3.1.3. Linear Models

To analyse the relationship between GPE issues and APTs, multiple linear regression models [39] are used. In a nutshell, in these models, the predicted scalar magnitude Y is assumed to depend on several explanatory variables xi (see Equation (1)). This dependence is assumed to be linear and the weight for each explanatory variable is estimated from the data. This procedure will allow us to understand how the variation in the predicted variable is related to the variation in the explanatory variables. As this does not usually lead to a perfect fit, a negligible factor is typically needed. As usual, the explanatory power will be characterized by the adjusted R2 coefficient (in the range [−1, 1]) which is the amount of variation explained.

3.2. Methodology

The proposed research questions are answered based on a methodology composed of the steps highlighted in grey in Figure 1. Data is collected in first place (Section 3.2.1), identifying cyberattacks (Section 3.2.1(1)), and GPE factors (Section 3.2.1(2)), to generate models afterwards (Section 3.2.2). Moreover, for consistency purposes and to ensure the validity of the models, the alignment between attacked sectors and cyberattack motivations is also analysed (Section 4.2).

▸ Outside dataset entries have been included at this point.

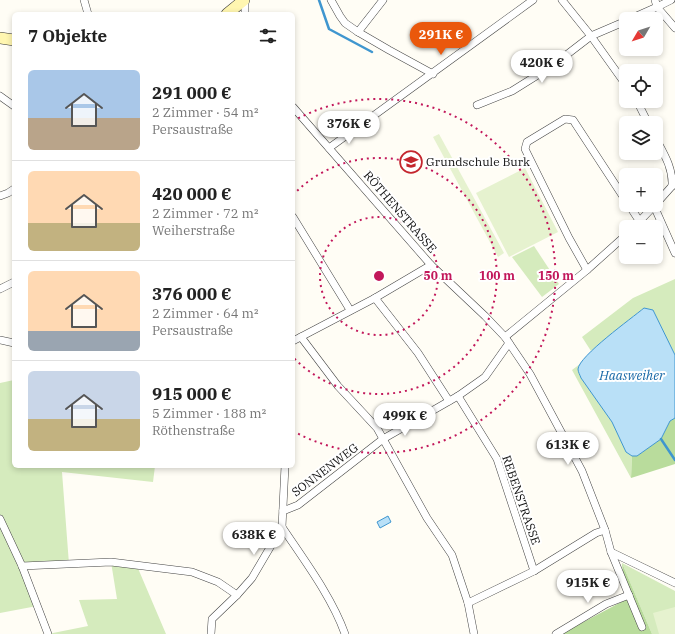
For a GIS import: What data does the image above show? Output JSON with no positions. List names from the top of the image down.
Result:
{
  "streets": {
    "street": ["RÖTHENSTRASSE", "SONNENWEG", "REBENSTRASSE"]
  },
  "crossings": [
    ["RÖTHENSTRASSE", "SONNENWEG"],
    ["SONNENWEG", "REBENSTRASSE"]
  ],
  "water": ["Haasweiher"],
  "places": {
    "school or university": ["Grundschule Burk"]
  },
  "north": "bottom left",
  "page": {
    "map_buttons": ["+", "−"],
    "heading": "7 Objekte",
    "price": [
      "291K €",
      "420K €",
      "376K €",
      "499K €",
      "613K €",
      "638K €",
      "915K €"
    ],
    "list": [
      {
        "name": "291 000 €",
        "note": "2 Zimmer · 54 m² · Persaustraße"
      },
      {
        "name": "420 000 €",
        "note": "2 Zimmer · 72 m² · Weiherstraße"
      },
      {
        "name": "376 000 €",
        "note": "2 Zimmer · 64 m² · Persaustraße"
      },
      {
        "name": "915 000 €",
        "note": "5 Zimmer · 188 m² · Röthenstraße"
      }
    ]
  },
  "rings": ["50 m", "100 m", "150 m"]
}
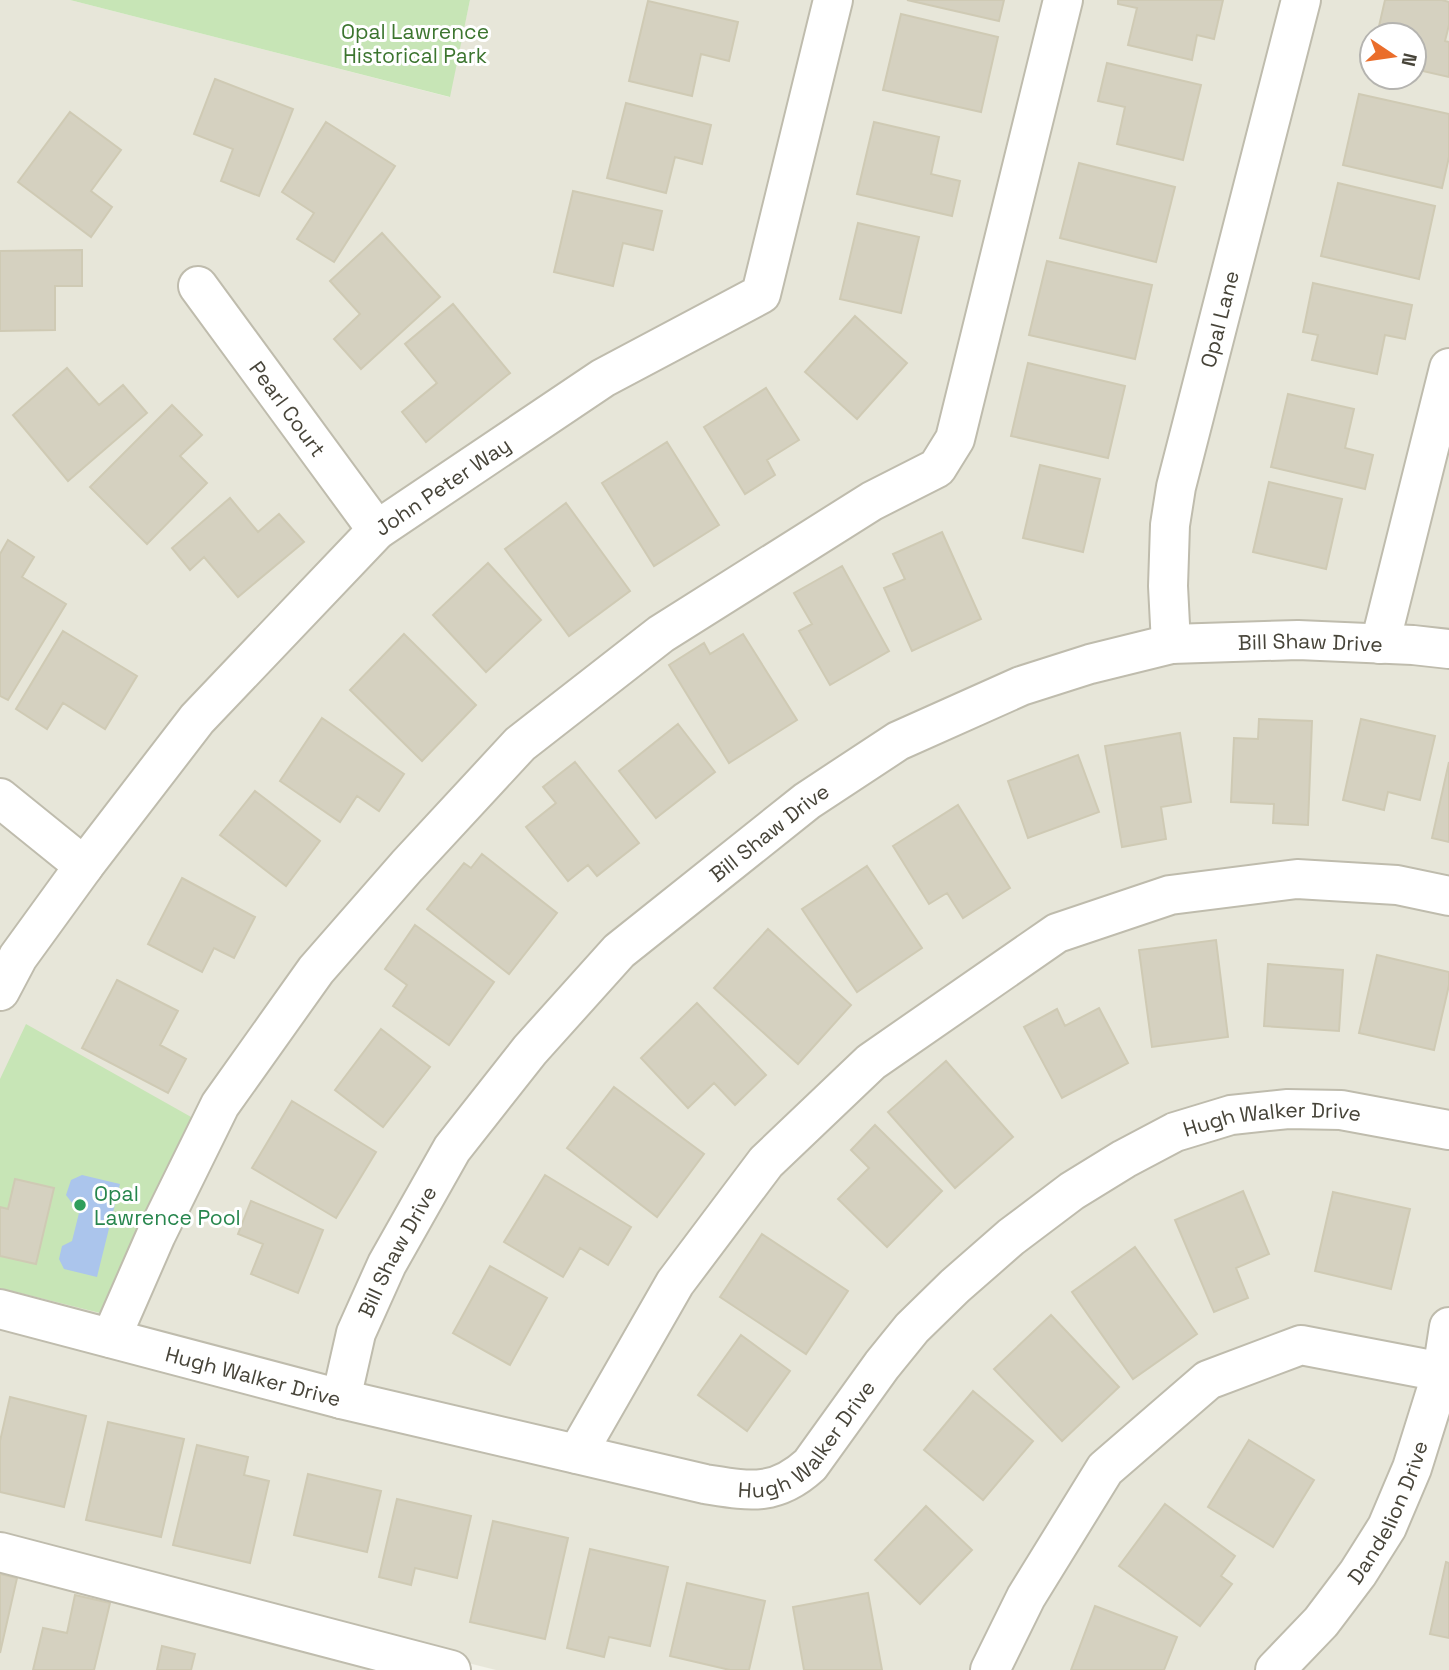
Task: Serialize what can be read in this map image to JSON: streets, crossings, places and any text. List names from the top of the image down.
{
  "streets": {
    "street": [
      "Opal Lane",
      "Pearl Court",
      "John Peter Way",
      "Bill Shaw Drive",
      "Hugh Walker Drive",
      "Dandelion Drive"
    ]
  },
  "crossings": [
    ["Opal Lane", "Bill Shaw Drive"],
    ["Pearl Court", "John Peter Way"],
    ["Bill Shaw Drive", "Hugh Walker Drive"]
  ],
  "parks": ["Opal Lawrence Historical Park"],
  "places": ["Opal Lawrence Pool"],
  "north": "right"
}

3.2.1. Source Data Collection

Data is collected for all studied countries and distinguishing, when required, between attackers and victims. The following sections describe the nature of the data used in the models’ construction. To foster further research in this area, our dataset has been publicly released in GitHub (https://github.com/crramosi/APTs-Dataset).

(1) Cyberattacks. This research is based on 13 of the most relevant APT groups attributed to 7 different countries according to the Cyberthreat Handbook by Thales-Verint [18] and FireEye [13] (see Table 2). Our selection promotes that significant APT groups are considered and that regional diversity is preserved. In total, 439 different reports, publications, and blog entries have been studied, which describe 306 STs. All sources are public and freely accessible, including cybersecurity firms and vendors such as Kaspersky [53], the United States (US) Cybersecurity and Infrastructure Security Agency (CISA) [54], collaborative platforms such as Malpedia [55], and cybersecurity blogs such as Security Affairs [56].

The process of collecting cyberattacks was carried out in line with [57] to generate a reliable and quality dataset; cyberattacks were collected from the relevant set of sources cited beforehand. At the beginning, any cyberattack that could be considered an APT attack was collected, whether it met the exact definition or not. Once all cyberattacks were collected, it was decided whether they met the APT definition by a text search for keywords such as group name and aliases. Moreover, a test-retest method has been applied in this process; all data were initially encoded according to a coding manual (available in GitHub repository), and this process was repeated some months later to ensure the reliability and quality of the data at stake.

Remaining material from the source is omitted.